» **Activity**:
This task calls for copying every line of the records that includes the word "México".

Collected data entries:
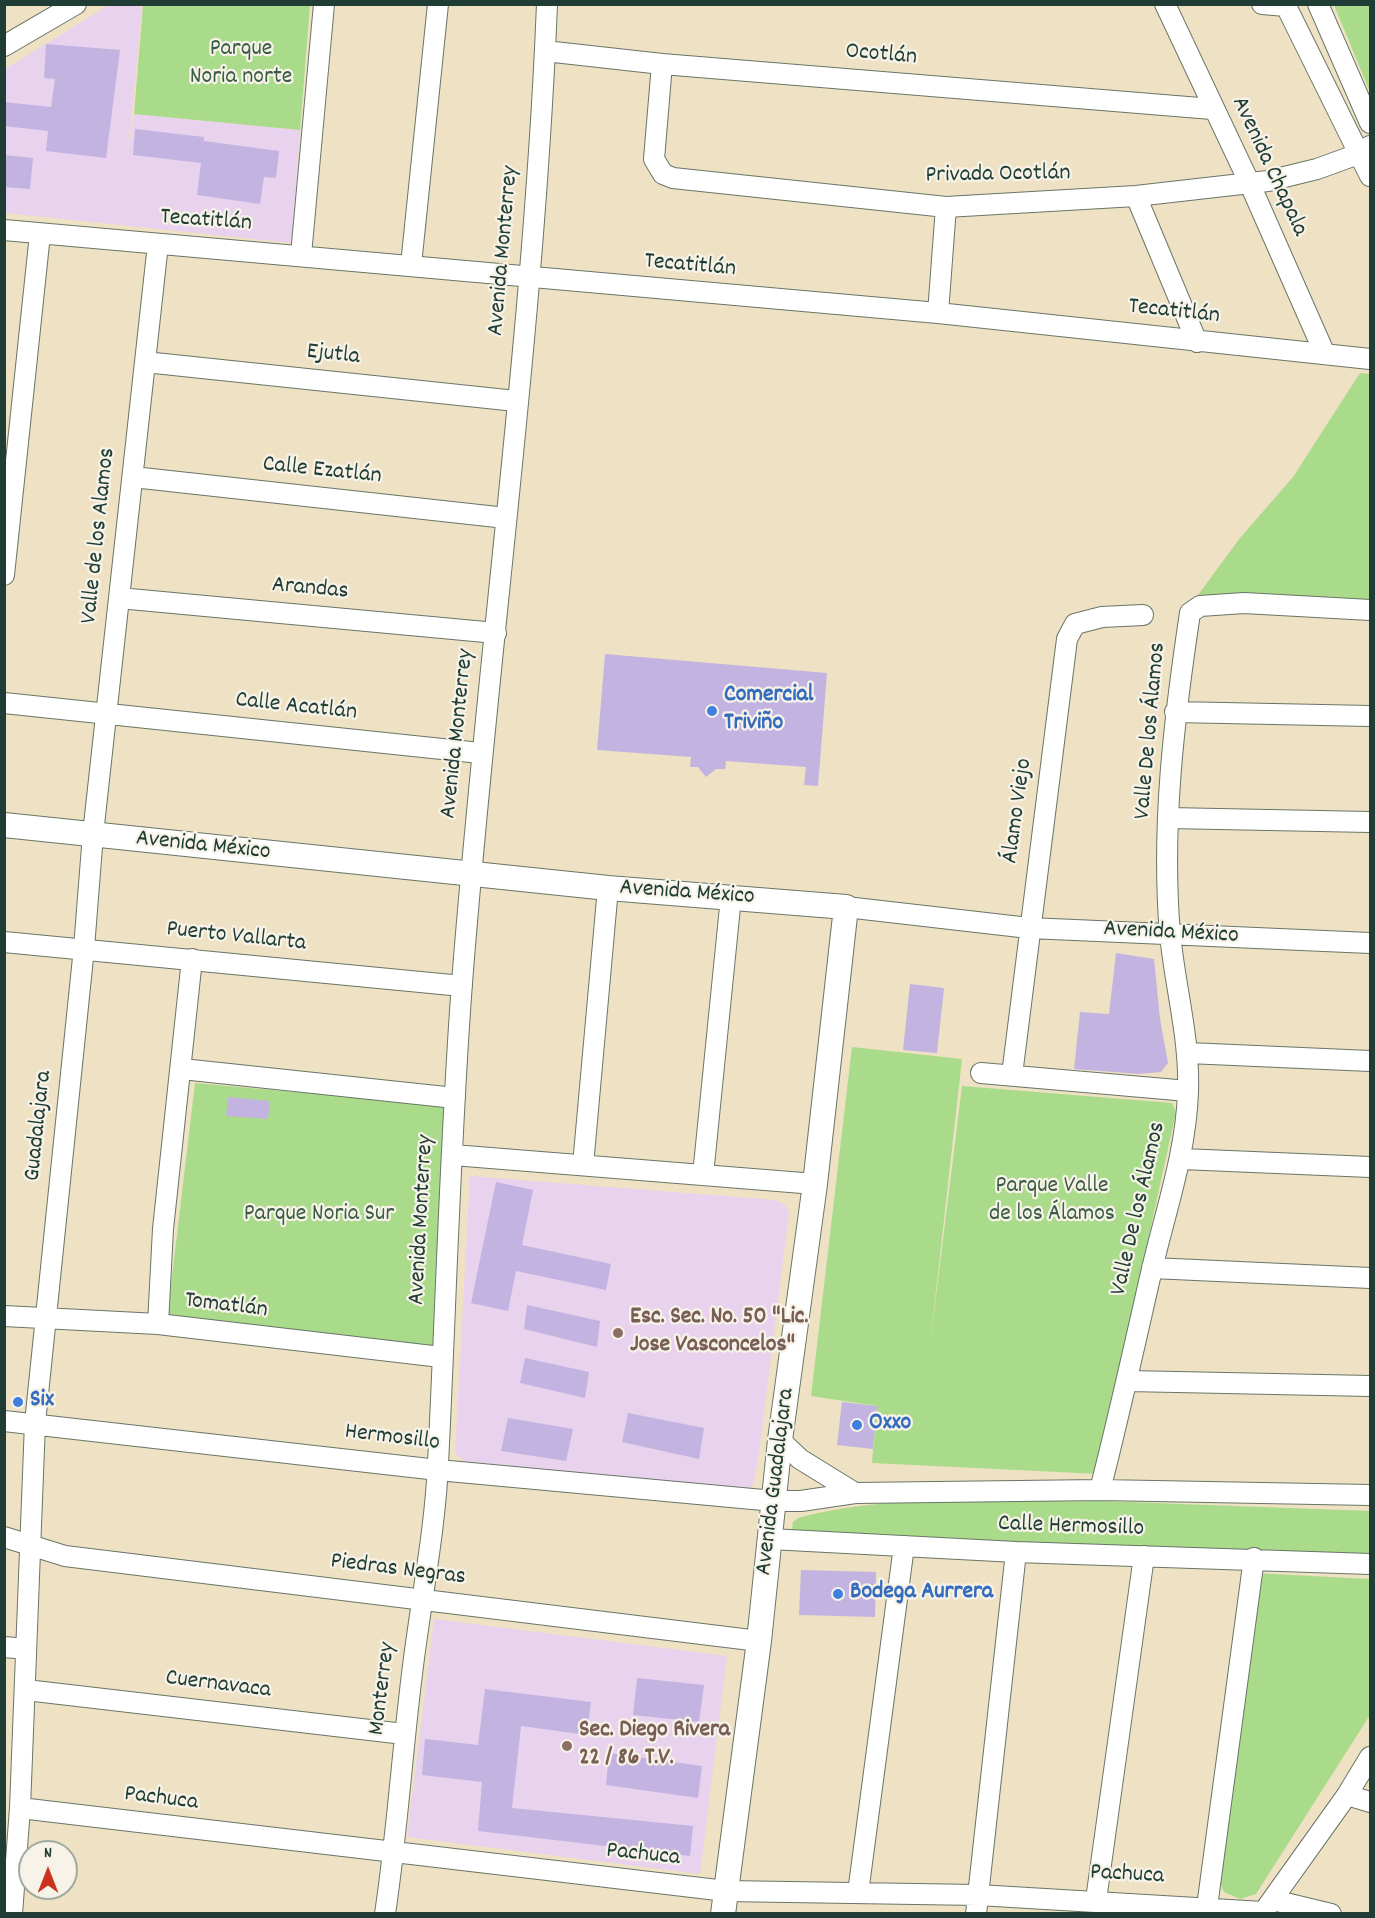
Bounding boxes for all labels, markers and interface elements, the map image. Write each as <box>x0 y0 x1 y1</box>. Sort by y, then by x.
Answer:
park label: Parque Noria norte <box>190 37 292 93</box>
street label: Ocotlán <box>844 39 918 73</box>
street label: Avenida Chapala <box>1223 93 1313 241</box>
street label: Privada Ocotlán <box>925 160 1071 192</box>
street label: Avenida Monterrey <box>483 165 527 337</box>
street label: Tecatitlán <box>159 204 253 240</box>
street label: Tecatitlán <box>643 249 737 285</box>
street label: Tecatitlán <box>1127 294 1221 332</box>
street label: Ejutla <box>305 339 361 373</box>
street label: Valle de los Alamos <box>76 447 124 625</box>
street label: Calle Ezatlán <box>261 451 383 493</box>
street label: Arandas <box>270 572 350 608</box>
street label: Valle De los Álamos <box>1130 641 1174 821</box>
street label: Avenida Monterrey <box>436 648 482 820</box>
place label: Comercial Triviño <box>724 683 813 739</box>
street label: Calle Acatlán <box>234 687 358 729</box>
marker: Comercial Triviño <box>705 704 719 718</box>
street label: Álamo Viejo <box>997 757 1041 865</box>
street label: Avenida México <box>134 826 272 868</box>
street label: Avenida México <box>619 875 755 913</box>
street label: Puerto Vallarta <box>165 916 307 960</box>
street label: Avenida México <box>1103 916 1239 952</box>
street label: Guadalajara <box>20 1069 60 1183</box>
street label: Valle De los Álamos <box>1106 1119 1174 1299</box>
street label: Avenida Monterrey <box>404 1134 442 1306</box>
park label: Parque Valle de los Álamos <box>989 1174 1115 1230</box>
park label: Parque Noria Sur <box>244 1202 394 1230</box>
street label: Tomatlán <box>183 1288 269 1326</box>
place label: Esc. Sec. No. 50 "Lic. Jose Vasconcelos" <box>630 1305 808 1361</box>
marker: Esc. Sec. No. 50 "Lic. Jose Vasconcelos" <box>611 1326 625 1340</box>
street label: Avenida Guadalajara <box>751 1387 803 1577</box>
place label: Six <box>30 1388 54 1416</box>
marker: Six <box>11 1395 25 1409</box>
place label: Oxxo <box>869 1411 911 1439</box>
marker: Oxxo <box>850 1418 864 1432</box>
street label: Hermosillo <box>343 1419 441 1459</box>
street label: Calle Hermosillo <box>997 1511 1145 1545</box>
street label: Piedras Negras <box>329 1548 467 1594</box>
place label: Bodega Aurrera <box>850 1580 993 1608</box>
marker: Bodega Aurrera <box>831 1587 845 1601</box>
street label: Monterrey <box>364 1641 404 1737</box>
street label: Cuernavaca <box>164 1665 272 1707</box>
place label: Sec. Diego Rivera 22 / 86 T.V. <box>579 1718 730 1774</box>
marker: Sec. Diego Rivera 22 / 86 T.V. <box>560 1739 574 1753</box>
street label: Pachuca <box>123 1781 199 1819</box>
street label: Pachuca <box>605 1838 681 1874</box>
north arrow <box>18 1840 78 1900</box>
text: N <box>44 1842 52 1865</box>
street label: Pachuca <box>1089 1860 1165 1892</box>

» **Completed task**:
street label: Avenida México <box>134 826 272 868</box>
street label: Avenida México <box>619 875 755 913</box>
street label: Avenida México <box>1103 916 1239 952</box>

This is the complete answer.